Welcome to my Second Acts Series!
Today, we have Soul Mate author Eris Field sharing the challenges and triumphs of her first and second acts.
Act 1 of the First Act. At nineteen, a registered nurse and married to a Turkish doctor, I saw myself, not as an individual, but as part of a team. A team that worked together to build careers and to create a home and family that included five fantastic children. That stage of life is reflected in a biographical novel that I co-authored with my husband: Legacy of Change: The Saga of a Turkish Family from Empire to Republic.
Act 2 of the First Act. Taking care of the family, working, and teaching psychiatric nursing filled the next period of life in which I was both an individual and a part of a team. That stage is represented by the textbook that I wrote for psychiatric nurse practitioners: Psychiatric Advanced Practice Nursing: a Biopsychosocial Foundation for Practice.

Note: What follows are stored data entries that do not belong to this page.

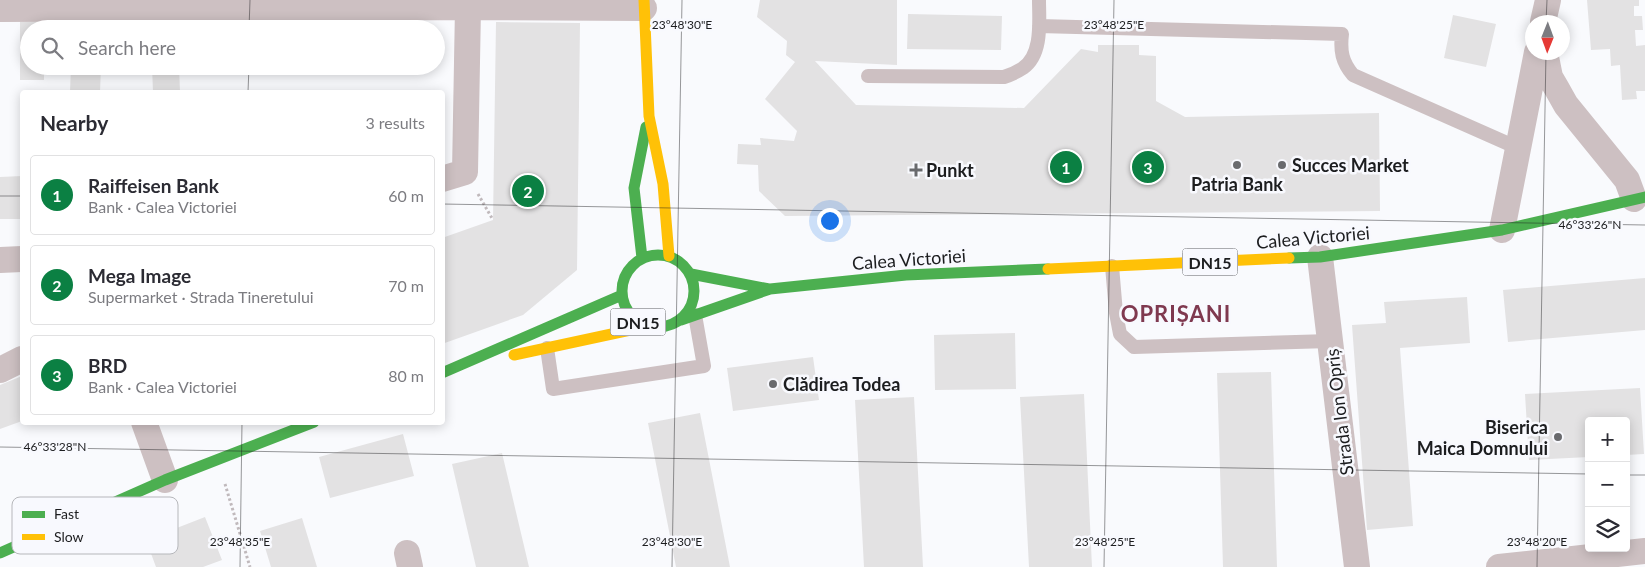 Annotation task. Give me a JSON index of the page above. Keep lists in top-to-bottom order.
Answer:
{
  "streets": {
    "main road": ["Calea Victoriei", "DN15"],
    "street": ["Strada Ion Opriș"]
  },
  "crossings": [
    ["Calea Victoriei", "DN15"],
    ["Calea Victoriei", "Strada Ion Opriș"]
  ],
  "districts": ["OPRIȘANI"],
  "places": {
    "other": [
      "Patria Bank",
      "Succes Market",
      "Clădirea Todea",
      "Biserica Maica Domnului"
    ],
    "health": ["Punkt"]
  },
  "legend": ["Fast", "Slow"],
  "north": "bottom",
  "page": {
    "search": "Search here",
    "heading": ["Nearby", "3 results"],
    "pins": ["1", "3", "2"],
    "list": [
      {
        "mark": "1",
        "name": "Raiffeisen Bank",
        "note": "Bank · Calea Victoriei",
        "value": "60 m"
      },
      {
        "mark": "2",
        "name": "Mega Image",
        "note": "Supermarket · Strada Tineretului",
        "value": "70 m"
      },
      {
        "mark": "3",
        "name": "BRD",
        "note": "Bank · Calea Victoriei",
        "value": "80 m"
      }
    ],
    "map_buttons": ["+", "−"]
  },
  "coordinates": [
    "23°48'30\"E",
    "23°48'25\"E",
    "46°33'26\"N",
    "46°33'28\"N",
    "23°48'35\"E",
    "23°48'20\"E"
  ]
} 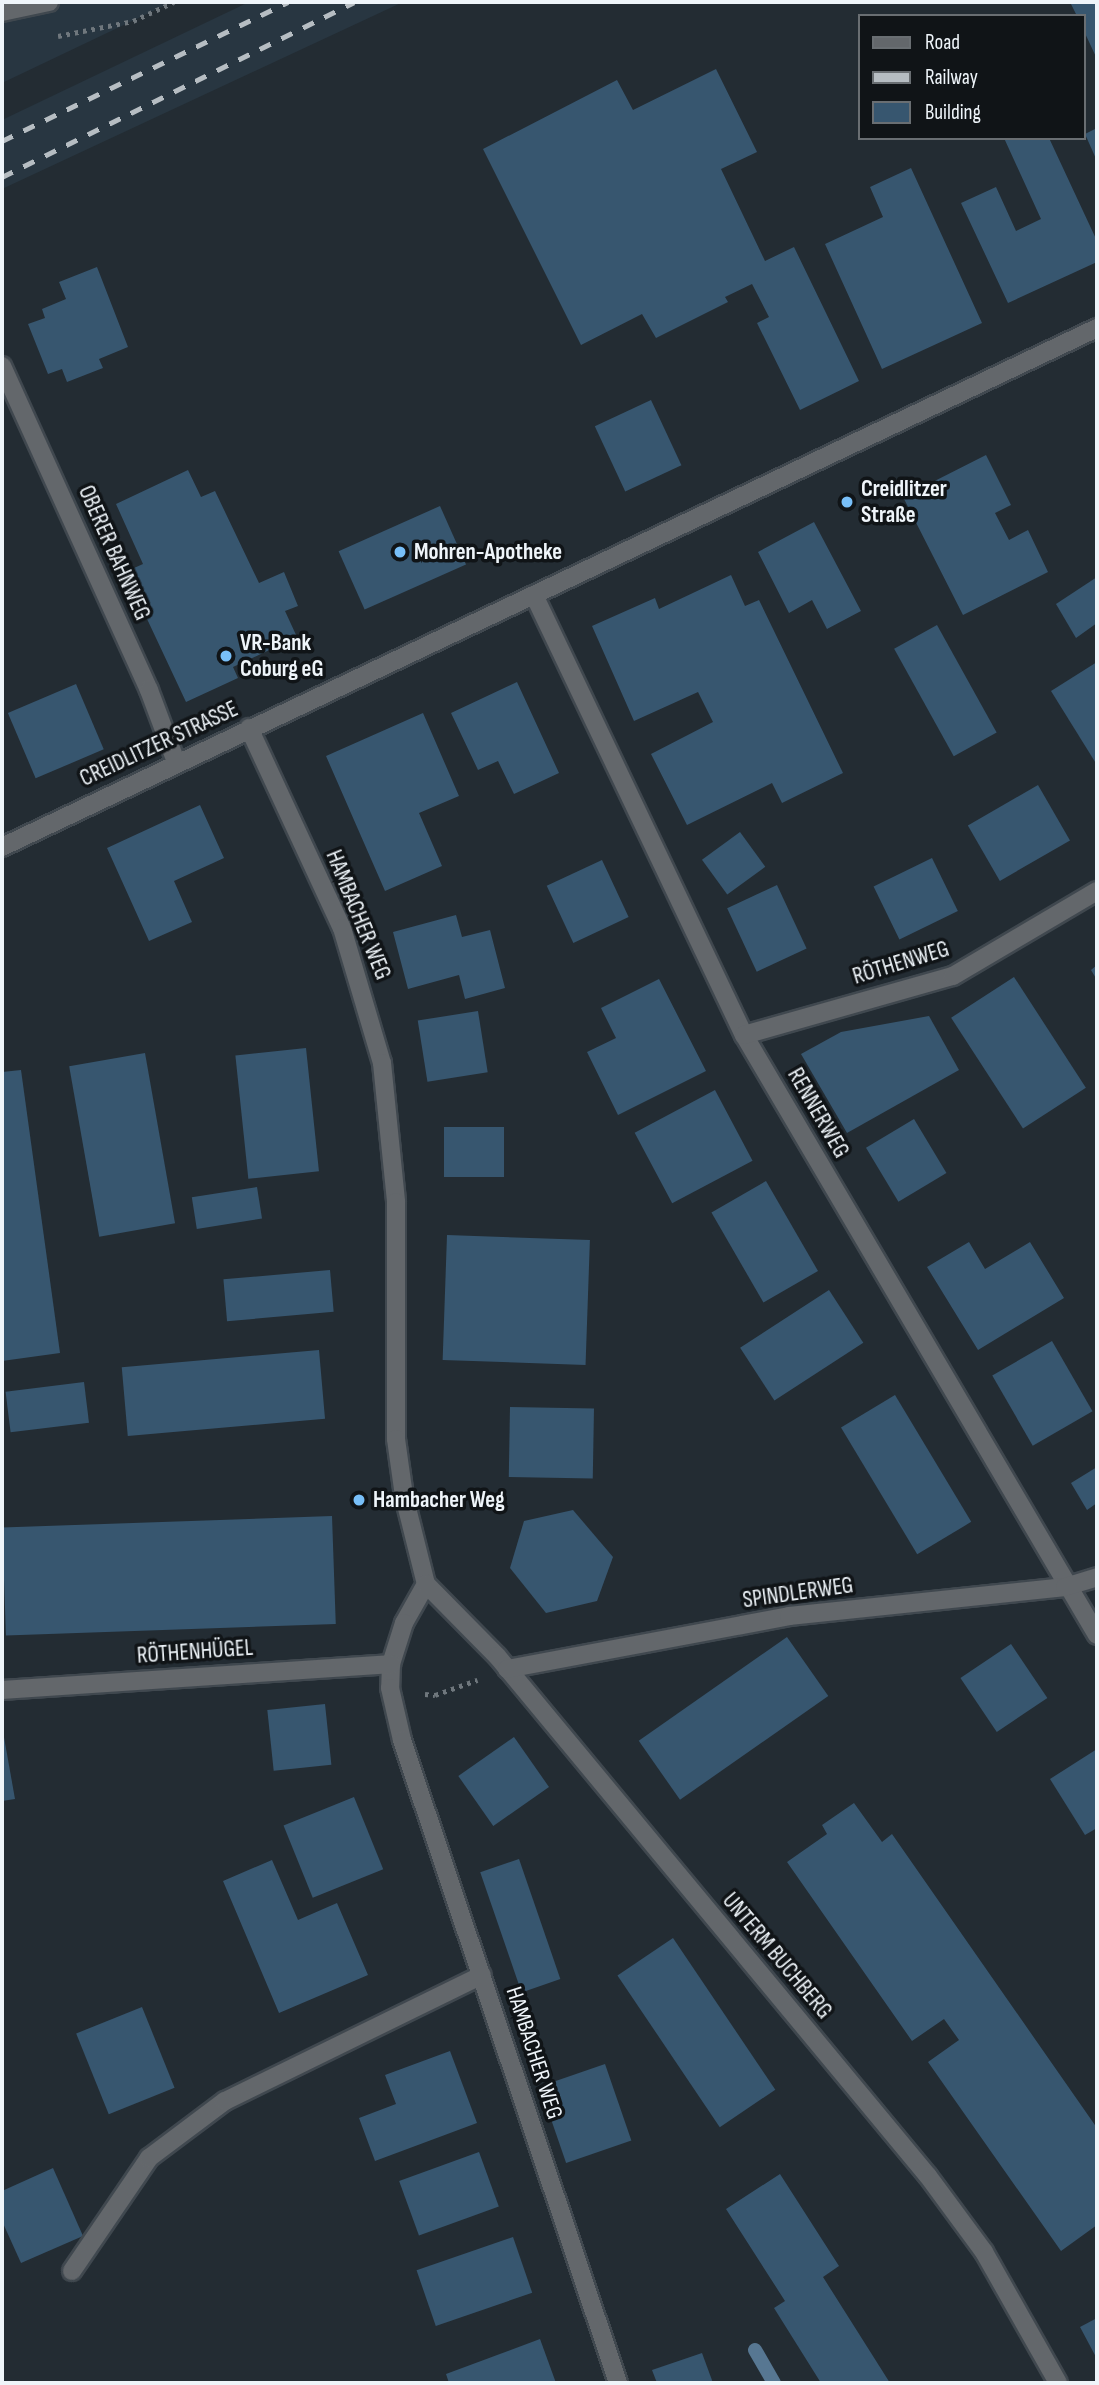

Act 1 of the Second Act. As a widow, I struggled to find the me that was left over when I was no longer a part of a team. I went back to a very early love–romance novels. My first publication in that field was The Gift of Love and reveals, to some extent, my sense of being stripped of part of my identity.
Act 2 of the Second Act. Although we may start out as one individual, life adds layers of knowledge, exposes us to experiences, and teaches us values, molding the individual that we were into a new, burnished individual. Now, my writing centers on contemporary multi-cultural novels. The first one, Lattices of Love, is about a Turkish-American woman who wants a marriage based on love, not an arranged marriage. It is scheduled to be released by Soul Mate Publishing on June 11, 2014. The second, For Love of the Circassian, is about a beautiful refugee and the three men in her life: one who has her, one who wants her, and one who loves her. It is in review, and a third is in process.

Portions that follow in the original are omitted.